__Goal of the exercise__
Each line of the data that includes the string "column" is to be copied out.

Supplied information Start Marker

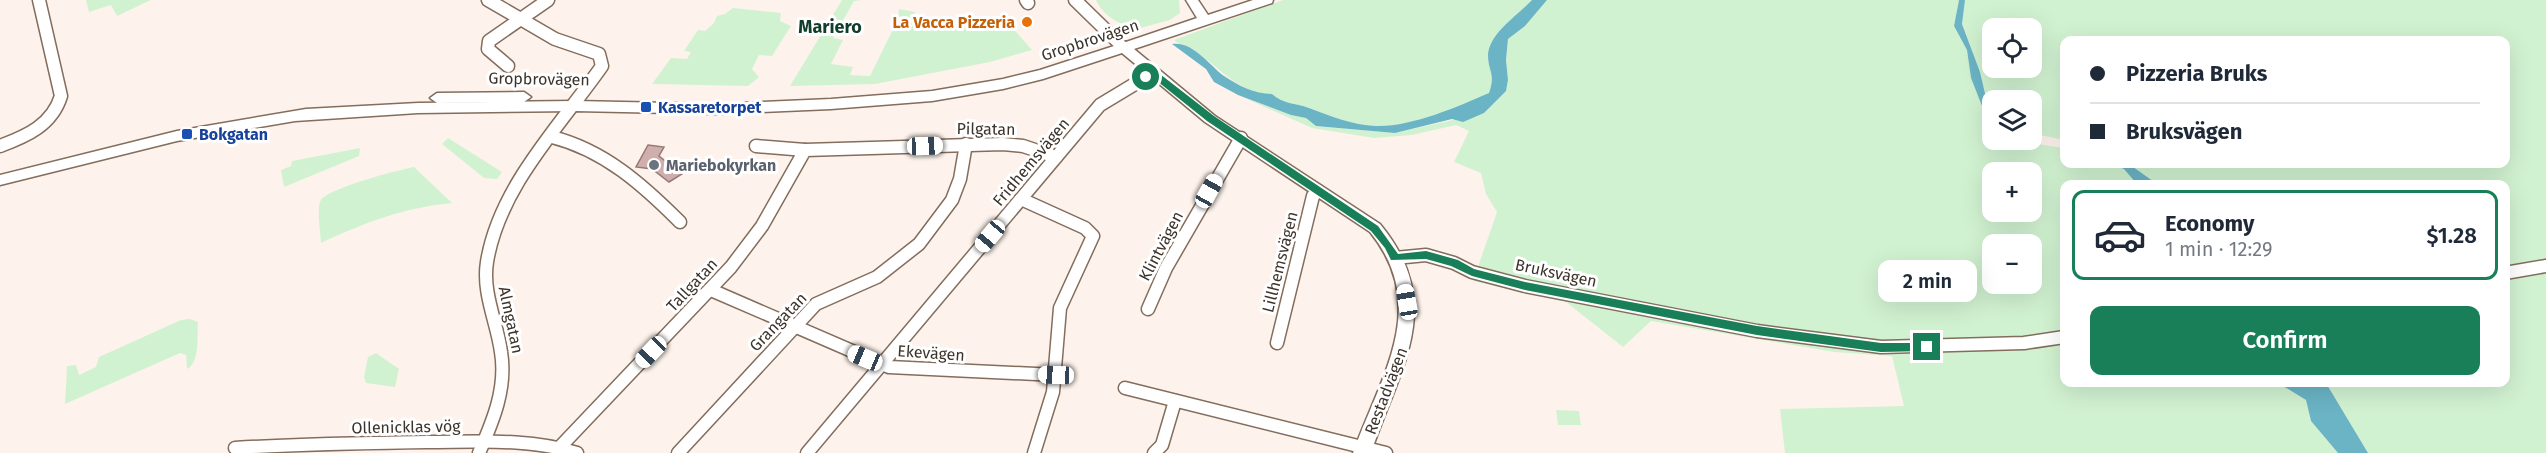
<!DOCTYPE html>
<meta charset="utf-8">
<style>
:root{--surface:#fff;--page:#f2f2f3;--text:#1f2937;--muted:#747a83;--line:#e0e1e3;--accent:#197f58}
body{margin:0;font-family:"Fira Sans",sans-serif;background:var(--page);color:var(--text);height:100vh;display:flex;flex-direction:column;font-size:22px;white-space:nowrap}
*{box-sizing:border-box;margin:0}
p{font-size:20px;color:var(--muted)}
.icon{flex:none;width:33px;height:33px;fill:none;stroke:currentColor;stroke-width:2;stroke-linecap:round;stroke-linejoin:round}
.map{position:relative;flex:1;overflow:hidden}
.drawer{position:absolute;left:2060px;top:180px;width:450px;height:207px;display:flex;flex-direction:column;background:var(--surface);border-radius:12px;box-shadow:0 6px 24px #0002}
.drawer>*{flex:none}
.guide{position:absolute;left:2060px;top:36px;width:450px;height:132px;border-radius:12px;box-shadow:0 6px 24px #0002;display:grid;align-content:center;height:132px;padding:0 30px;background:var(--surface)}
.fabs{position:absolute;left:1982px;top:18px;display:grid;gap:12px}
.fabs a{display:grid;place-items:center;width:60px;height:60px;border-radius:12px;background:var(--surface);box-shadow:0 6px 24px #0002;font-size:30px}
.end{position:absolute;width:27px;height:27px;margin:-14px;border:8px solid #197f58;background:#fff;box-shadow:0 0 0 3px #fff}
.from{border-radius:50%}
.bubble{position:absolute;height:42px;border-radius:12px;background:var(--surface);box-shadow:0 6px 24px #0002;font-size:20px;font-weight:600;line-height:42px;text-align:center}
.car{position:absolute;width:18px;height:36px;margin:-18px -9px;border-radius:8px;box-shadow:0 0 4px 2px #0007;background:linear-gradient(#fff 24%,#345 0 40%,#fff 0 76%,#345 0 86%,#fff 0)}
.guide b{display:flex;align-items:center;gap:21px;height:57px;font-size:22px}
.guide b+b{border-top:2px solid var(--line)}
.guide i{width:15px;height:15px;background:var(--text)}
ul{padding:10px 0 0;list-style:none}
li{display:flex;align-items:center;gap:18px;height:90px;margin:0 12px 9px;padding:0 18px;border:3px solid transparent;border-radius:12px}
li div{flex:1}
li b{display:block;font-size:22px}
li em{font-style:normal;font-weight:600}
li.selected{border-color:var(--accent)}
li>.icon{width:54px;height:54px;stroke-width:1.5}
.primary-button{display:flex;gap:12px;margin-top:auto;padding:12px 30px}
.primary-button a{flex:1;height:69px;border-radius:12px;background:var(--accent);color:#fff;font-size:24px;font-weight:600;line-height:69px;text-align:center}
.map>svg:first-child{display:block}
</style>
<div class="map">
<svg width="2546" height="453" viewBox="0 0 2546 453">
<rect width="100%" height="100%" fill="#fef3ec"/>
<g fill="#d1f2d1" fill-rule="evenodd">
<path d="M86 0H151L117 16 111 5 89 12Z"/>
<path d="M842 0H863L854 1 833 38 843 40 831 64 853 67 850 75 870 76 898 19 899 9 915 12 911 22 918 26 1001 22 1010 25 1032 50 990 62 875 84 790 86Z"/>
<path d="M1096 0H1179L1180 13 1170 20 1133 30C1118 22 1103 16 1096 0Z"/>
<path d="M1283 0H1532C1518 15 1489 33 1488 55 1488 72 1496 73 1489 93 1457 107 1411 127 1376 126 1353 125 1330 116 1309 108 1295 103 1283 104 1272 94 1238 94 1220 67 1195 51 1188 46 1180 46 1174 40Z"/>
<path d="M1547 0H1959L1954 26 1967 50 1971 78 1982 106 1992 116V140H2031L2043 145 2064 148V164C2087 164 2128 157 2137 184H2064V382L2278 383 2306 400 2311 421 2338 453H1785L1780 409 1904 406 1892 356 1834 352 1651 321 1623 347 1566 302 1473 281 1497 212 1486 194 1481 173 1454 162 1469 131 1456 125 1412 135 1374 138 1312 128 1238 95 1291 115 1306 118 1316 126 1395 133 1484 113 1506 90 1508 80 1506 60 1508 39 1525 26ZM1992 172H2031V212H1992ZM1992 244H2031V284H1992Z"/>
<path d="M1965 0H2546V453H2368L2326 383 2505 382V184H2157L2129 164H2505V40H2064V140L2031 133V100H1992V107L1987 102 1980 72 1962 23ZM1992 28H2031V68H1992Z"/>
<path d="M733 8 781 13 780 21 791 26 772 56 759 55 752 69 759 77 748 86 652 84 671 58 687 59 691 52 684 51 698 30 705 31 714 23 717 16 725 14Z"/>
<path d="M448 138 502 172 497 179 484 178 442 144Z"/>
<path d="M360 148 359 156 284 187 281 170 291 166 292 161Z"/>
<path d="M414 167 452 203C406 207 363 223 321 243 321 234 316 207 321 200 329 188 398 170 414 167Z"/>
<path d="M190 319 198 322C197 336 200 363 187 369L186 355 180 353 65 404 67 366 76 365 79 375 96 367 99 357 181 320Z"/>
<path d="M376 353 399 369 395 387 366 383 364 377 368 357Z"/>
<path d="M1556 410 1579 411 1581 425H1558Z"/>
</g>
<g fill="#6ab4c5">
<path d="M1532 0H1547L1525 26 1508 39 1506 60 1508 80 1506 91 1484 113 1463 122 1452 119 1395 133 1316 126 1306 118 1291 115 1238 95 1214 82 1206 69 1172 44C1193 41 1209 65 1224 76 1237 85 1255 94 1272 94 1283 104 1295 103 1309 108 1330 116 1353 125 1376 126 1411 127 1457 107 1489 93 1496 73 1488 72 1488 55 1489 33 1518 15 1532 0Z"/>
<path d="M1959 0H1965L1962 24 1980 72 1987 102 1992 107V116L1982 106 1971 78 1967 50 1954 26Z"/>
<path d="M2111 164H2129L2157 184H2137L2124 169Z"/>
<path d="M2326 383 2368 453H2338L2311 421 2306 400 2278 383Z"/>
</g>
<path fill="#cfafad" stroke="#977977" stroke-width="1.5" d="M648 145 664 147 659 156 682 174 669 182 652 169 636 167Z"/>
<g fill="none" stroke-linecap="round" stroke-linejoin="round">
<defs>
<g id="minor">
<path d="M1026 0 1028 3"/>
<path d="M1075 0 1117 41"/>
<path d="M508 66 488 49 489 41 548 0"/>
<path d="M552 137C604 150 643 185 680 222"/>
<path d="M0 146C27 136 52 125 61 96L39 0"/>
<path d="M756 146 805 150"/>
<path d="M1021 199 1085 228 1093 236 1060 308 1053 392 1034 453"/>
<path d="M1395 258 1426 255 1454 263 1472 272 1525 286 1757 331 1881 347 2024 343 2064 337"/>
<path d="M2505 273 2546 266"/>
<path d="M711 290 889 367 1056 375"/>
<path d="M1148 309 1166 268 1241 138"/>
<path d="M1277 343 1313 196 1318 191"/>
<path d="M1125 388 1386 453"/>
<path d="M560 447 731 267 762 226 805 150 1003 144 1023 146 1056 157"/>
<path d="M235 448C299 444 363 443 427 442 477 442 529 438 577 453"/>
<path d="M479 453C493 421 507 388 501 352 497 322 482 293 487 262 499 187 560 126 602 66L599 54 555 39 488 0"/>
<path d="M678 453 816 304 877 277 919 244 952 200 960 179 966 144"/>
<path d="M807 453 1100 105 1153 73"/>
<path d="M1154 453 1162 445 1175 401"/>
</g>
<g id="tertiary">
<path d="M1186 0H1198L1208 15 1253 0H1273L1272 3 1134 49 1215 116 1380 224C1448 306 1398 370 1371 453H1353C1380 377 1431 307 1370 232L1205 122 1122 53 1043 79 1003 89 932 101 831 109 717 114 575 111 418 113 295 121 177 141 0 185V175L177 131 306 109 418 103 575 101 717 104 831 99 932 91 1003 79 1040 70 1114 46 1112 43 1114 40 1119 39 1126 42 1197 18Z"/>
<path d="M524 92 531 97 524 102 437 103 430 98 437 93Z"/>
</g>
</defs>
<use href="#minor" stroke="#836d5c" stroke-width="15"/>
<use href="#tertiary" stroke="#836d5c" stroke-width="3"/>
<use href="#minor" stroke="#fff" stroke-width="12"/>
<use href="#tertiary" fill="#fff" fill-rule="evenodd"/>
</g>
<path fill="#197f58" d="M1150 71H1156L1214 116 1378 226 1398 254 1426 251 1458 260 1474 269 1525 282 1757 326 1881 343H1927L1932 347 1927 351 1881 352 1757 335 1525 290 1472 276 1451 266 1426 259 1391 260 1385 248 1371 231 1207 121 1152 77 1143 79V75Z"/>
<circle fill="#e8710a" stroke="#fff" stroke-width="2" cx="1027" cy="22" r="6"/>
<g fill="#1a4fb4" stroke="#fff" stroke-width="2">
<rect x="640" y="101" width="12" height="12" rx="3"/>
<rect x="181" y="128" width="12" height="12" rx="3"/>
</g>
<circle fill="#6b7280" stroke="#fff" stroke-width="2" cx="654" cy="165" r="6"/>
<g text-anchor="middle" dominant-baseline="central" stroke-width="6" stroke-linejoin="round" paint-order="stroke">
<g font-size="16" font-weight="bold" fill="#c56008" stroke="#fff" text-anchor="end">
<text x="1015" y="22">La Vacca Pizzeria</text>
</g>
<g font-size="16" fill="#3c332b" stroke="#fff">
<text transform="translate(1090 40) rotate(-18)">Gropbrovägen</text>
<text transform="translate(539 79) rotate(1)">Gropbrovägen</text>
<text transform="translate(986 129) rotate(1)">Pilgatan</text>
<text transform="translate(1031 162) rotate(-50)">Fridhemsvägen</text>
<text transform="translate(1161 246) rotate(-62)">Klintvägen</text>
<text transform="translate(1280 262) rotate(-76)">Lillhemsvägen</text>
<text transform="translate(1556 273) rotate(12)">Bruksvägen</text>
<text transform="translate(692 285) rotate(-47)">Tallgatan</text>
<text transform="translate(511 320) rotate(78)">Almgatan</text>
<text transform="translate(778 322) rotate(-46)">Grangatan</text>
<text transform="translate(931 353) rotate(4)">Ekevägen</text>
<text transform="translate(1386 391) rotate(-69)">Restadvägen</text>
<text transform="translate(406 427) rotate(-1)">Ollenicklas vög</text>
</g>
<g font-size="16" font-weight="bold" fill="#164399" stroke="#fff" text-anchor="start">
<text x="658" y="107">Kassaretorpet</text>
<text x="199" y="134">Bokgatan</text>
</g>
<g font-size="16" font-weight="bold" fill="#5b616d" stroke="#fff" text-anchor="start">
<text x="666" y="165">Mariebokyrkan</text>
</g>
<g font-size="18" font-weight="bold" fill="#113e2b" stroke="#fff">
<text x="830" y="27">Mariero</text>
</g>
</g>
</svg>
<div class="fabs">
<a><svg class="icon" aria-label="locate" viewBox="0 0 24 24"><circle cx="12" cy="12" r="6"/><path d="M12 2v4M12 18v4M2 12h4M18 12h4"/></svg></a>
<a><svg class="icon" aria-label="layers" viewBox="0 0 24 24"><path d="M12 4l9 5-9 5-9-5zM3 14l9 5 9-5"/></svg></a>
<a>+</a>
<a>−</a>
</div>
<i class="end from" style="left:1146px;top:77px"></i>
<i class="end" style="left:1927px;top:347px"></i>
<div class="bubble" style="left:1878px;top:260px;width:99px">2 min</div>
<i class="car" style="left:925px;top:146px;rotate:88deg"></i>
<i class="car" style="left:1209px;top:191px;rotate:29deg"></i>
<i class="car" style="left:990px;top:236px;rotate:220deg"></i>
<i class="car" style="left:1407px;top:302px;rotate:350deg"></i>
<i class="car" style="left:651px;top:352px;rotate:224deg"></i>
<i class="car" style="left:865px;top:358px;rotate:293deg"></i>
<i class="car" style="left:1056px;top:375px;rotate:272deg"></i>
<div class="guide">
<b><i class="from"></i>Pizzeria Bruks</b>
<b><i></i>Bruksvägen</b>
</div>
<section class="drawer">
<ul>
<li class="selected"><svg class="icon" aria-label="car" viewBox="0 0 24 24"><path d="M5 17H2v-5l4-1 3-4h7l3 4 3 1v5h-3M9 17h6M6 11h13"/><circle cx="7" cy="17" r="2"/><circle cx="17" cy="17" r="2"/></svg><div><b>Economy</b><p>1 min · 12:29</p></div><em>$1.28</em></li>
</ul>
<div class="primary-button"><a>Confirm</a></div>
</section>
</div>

Supplied information End Marker

__Answer area__
body{margin:0;font-family:"Fira Sans",sans-serif;background:var(--page);color:var(--text);height:100vh;display:flex;flex-direction:column;font-size:22px;white-space:nowrap}
.drawer{position:absolute;left:2060px;top:180px;width:450px;height:207px;display:flex;flex-direction:column;background:var(--surface);border-radius:12px;box-shadow:0 6px 24px #0002}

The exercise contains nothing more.